Collected data entries
>>>>

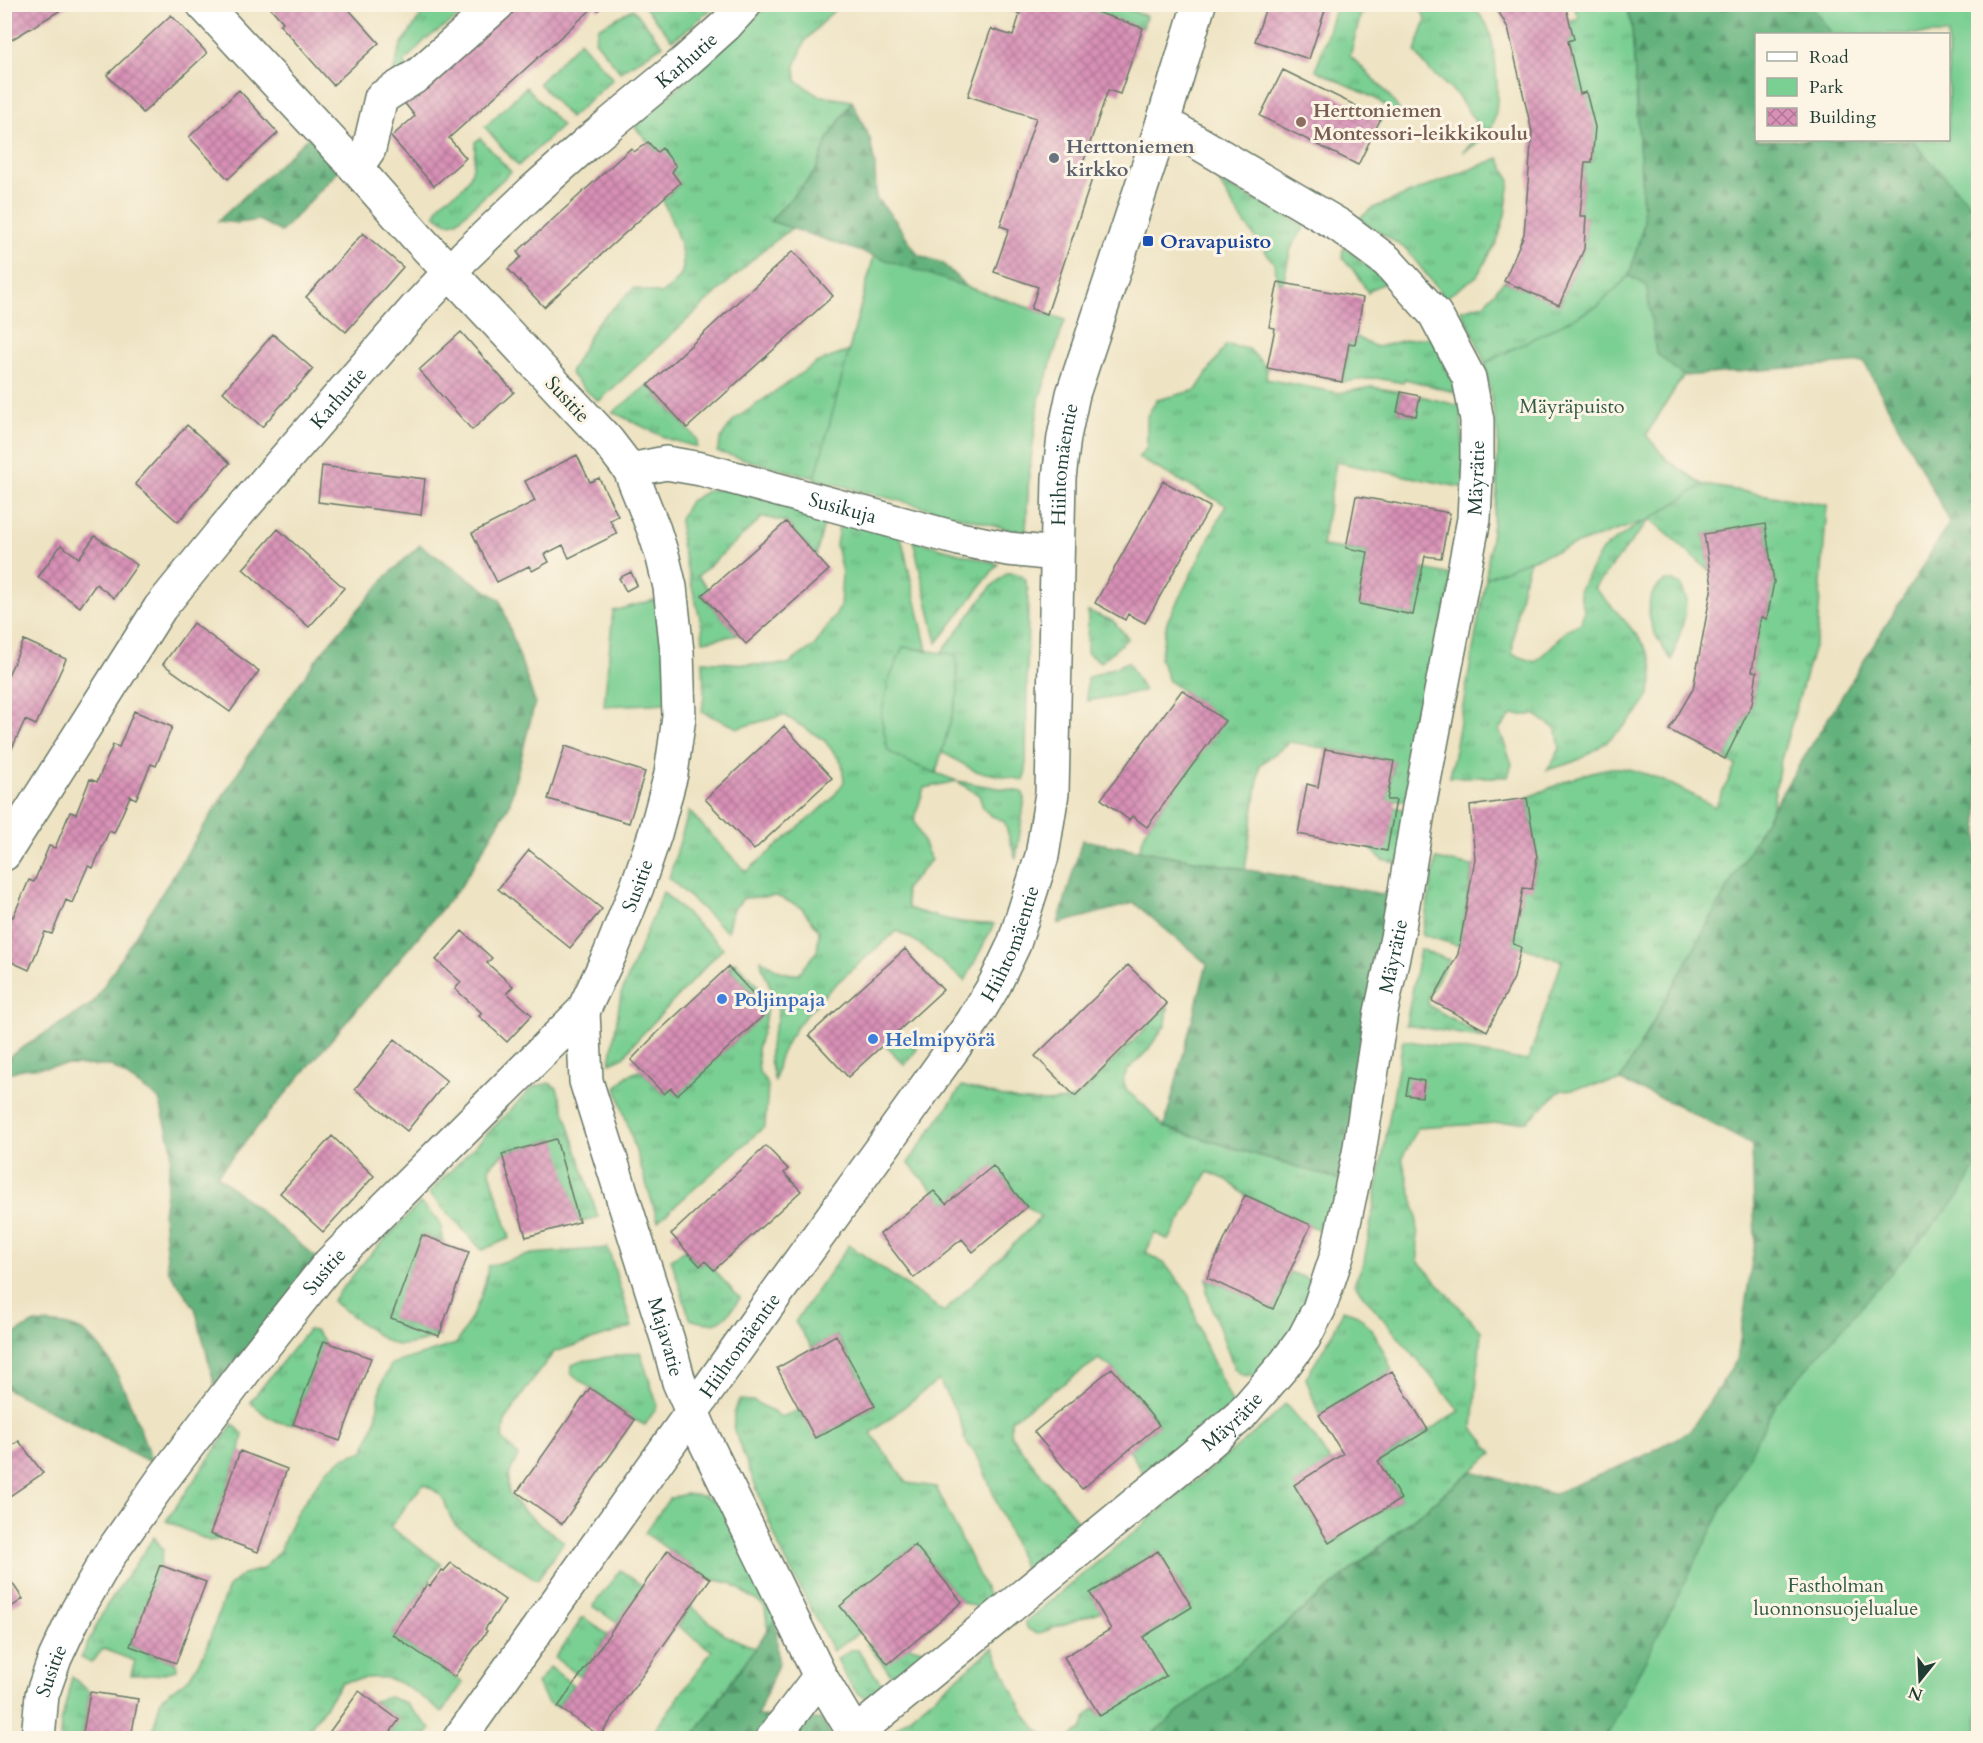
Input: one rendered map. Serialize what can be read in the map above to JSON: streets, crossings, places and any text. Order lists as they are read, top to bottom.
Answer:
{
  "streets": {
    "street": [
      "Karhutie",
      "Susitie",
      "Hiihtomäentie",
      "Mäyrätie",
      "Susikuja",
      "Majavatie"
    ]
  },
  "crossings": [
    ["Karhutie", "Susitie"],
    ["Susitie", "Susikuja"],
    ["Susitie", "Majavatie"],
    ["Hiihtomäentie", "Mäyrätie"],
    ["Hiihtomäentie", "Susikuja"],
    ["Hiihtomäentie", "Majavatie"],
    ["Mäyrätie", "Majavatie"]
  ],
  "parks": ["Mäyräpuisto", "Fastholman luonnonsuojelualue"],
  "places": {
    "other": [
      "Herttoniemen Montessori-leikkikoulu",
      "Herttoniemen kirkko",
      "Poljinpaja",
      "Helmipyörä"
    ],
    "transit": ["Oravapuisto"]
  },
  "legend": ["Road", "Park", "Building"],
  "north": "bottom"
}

<<<<

Hand back the data above exactly, with no images.

Input: one rendered map. Serialize what can be read in the map above to JSON: streets, crossings, places and any text. Order lists as they are read, top to bottom.
Answer:
{
  "streets": {
    "street": [
      "Karhutie",
      "Susitie",
      "Hiihtomäentie",
      "Mäyrätie",
      "Susikuja",
      "Majavatie"
    ]
  },
  "crossings": [
    ["Karhutie", "Susitie"],
    ["Susitie", "Susikuja"],
    ["Susitie", "Majavatie"],
    ["Hiihtomäentie", "Mäyrätie"],
    ["Hiihtomäentie", "Susikuja"],
    ["Hiihtomäentie", "Majavatie"],
    ["Mäyrätie", "Majavatie"]
  ],
  "parks": ["Mäyräpuisto", "Fastholman luonnonsuojelualue"],
  "places": {
    "other": [
      "Herttoniemen Montessori-leikkikoulu",
      "Herttoniemen kirkko",
      "Poljinpaja",
      "Helmipyörä"
    ],
    "transit": ["Oravapuisto"]
  },
  "legend": ["Road", "Park", "Building"],
  "north": "bottom"
}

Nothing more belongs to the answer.